We explore the defining moments that shaped him: the psychologist who wrote “a burning desire to fly” on his file and unintentionally gave him a lifelong mantra; being assigned to a plane he didn’t want, deciding to excel anyway, and becoming the youngest patrol plane commander in the Pacific; surviving a harrowing typhoon flight with almost no fuel and no navigation; and the day his crew including his roommate died in a crash on the very day he was to leave the Navy, a tragedy that led, through another twist of fate, to meeting his future wife. Charles reflects on living through World War II, Korea, Vietnam, the Cuban Missile Crisis, and the entire arc of aviation and computing from punch cards and 1K memory to smartwatches and self-flying aircraft while holding onto simple, old-school values of duty, faith, and persistence.

Charles also shares the “unflashy” secrets behind his longevity and impact: decades of disciplined physical fitness, continuing to learn and contribute long after retirement, saying yes to service (from Lions Club projects to flying mercy missions), and treating every assignment even the ones he didn’t want as worth doing to the best of his ability. If you’re feeling stuck, discouraged, or tempted to coast into later life, this conversation is a living rebuttal: a 100-year case study in why you don’t quit, why you keep your body and mind engaged, and why, as Charles sums it up in his favorite quote and life lesson, you “never give up.”

Quotes:

"I’m just an ordinary old jerk, and it’s kind of surprising to me when I wake up now and then and say, ‘Well, you’re what they call an author,’ and you’re not really an author, you’re just a plain old guy." 

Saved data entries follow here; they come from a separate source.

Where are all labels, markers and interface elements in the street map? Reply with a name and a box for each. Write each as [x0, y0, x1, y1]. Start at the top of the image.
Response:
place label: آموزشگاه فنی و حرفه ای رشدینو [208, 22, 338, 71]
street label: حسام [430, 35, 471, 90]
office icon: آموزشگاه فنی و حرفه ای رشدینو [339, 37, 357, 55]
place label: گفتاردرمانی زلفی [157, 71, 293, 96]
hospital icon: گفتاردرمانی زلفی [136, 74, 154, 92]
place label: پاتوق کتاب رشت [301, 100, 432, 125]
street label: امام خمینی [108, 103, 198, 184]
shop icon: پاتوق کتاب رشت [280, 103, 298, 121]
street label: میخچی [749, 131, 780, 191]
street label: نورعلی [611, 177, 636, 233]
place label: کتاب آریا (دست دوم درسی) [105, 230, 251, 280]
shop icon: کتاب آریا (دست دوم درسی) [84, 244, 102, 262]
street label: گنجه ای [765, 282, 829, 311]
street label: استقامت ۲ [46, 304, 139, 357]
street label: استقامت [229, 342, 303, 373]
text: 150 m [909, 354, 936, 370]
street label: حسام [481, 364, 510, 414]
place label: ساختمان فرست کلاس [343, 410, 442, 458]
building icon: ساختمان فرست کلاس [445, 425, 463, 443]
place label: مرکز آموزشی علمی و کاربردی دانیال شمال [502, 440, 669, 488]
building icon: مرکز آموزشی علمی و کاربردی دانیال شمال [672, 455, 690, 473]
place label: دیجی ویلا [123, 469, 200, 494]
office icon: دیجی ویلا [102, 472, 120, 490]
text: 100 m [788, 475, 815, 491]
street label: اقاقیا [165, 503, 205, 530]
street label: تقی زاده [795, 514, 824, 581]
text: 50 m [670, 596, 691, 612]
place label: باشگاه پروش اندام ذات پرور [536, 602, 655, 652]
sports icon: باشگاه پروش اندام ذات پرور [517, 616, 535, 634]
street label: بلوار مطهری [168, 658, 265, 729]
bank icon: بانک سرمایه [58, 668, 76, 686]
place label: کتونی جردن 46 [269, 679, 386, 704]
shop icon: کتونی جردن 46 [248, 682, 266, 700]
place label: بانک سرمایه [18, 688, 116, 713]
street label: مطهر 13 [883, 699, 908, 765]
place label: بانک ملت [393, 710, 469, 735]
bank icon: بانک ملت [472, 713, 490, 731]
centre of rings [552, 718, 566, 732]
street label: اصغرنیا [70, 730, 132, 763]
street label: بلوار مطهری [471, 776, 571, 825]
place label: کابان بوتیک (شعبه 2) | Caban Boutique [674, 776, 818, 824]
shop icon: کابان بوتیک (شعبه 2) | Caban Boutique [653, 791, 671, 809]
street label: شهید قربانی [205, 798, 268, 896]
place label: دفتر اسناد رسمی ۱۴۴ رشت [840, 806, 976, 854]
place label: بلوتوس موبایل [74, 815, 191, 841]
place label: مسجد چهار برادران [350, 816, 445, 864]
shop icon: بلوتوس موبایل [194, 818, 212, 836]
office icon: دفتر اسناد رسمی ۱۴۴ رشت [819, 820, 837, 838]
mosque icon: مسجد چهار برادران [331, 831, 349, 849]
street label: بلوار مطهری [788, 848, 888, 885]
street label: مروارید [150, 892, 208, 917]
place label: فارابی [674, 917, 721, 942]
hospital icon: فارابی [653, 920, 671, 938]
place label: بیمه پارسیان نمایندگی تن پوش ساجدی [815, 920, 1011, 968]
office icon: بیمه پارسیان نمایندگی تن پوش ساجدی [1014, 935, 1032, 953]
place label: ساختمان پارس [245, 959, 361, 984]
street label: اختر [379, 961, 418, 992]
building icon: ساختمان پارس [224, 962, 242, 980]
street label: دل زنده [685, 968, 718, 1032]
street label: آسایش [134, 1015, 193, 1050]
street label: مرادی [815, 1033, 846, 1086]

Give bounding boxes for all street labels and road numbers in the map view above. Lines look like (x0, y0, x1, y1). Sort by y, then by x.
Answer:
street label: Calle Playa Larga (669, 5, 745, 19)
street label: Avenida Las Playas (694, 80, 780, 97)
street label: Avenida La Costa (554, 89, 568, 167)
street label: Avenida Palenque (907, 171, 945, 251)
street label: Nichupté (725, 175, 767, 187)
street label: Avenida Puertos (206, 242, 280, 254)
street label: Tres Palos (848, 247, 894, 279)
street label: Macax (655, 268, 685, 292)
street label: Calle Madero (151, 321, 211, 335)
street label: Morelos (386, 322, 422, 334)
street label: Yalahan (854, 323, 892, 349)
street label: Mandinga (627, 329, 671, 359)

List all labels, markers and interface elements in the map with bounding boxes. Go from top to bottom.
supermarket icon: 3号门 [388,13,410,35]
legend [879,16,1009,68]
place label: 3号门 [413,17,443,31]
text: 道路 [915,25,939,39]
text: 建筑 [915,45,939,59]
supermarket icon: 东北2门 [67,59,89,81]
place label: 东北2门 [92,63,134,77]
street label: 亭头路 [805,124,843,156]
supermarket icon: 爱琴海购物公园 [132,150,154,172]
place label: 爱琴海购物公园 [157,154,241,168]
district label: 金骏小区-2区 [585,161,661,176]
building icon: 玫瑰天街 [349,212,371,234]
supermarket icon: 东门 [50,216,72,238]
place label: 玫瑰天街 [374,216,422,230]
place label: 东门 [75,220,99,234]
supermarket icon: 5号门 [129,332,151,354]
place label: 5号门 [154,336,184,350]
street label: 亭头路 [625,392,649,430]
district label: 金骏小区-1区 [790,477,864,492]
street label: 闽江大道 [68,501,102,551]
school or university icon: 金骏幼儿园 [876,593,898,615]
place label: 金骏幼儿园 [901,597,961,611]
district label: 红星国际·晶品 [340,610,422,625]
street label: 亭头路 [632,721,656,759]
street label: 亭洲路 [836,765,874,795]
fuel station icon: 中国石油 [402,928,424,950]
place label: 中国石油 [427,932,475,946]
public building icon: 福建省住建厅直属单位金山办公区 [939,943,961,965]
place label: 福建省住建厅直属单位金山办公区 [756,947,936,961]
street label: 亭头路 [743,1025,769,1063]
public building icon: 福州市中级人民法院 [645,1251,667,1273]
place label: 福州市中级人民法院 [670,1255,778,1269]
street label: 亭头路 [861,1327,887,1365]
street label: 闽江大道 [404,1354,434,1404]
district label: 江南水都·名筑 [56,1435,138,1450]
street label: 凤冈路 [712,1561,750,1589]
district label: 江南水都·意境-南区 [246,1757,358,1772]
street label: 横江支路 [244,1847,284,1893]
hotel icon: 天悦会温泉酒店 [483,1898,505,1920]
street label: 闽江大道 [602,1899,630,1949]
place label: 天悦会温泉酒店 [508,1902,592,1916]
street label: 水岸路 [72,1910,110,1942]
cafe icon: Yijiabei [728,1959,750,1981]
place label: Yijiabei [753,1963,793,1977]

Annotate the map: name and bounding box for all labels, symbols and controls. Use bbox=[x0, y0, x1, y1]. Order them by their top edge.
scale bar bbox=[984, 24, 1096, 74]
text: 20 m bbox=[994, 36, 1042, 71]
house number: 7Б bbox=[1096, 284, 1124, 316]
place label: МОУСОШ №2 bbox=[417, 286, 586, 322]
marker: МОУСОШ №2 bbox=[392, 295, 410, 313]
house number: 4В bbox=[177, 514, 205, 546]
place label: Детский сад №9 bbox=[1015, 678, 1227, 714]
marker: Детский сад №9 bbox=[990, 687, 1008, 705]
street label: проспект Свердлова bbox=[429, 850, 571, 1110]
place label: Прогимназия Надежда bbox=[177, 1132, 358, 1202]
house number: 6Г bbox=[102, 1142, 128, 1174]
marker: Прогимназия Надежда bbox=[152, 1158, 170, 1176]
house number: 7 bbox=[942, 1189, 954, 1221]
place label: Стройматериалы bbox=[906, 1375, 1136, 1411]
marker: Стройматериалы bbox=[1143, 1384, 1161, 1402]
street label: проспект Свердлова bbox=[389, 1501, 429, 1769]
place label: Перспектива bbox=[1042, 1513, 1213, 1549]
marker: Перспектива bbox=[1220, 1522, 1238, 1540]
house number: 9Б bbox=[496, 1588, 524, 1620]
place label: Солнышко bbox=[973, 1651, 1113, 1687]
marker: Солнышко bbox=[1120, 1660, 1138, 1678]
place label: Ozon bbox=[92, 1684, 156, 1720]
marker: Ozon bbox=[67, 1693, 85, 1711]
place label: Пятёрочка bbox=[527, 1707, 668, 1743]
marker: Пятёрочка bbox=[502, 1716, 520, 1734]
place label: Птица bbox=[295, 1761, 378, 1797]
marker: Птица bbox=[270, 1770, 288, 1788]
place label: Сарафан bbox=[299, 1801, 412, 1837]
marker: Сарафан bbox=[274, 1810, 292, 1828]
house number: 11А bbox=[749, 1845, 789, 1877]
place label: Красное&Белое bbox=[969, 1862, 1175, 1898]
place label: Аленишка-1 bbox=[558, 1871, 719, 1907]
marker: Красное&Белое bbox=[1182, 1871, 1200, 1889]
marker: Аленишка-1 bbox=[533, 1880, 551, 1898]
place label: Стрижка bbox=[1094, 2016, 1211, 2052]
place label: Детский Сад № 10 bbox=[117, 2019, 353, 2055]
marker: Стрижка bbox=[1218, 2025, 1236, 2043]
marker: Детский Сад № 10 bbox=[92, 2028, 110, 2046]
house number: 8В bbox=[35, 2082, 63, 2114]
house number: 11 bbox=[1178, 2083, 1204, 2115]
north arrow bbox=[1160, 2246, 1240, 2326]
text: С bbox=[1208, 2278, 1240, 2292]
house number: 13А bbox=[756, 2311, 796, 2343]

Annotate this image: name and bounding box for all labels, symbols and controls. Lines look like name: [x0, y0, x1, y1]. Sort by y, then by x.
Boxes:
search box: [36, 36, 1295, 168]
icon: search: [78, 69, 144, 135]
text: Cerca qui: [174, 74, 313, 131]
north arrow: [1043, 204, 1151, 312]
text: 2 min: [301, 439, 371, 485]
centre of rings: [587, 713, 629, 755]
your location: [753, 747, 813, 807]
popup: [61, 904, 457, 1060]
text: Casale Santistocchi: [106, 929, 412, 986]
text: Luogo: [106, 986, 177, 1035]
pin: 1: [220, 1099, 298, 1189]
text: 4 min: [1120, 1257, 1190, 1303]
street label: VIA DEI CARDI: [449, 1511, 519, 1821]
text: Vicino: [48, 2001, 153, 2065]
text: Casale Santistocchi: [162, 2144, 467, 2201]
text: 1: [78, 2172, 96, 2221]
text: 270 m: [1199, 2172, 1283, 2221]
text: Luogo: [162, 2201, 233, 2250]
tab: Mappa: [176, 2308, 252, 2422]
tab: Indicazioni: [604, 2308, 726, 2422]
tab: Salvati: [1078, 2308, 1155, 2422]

"I guess I realized that my persistence had gotten me a long way; there was that sort of thing of not giving up. Don’t give up, and I still say that today."

"All of us get discouraged at one time or another in some circumstance, and if you can just sit back and get rid of that discouragement and say, ‘Well, let’s get on with it, let’s do what needs to be done,’ if it means quitting and changing, change, but don’t just fret about it."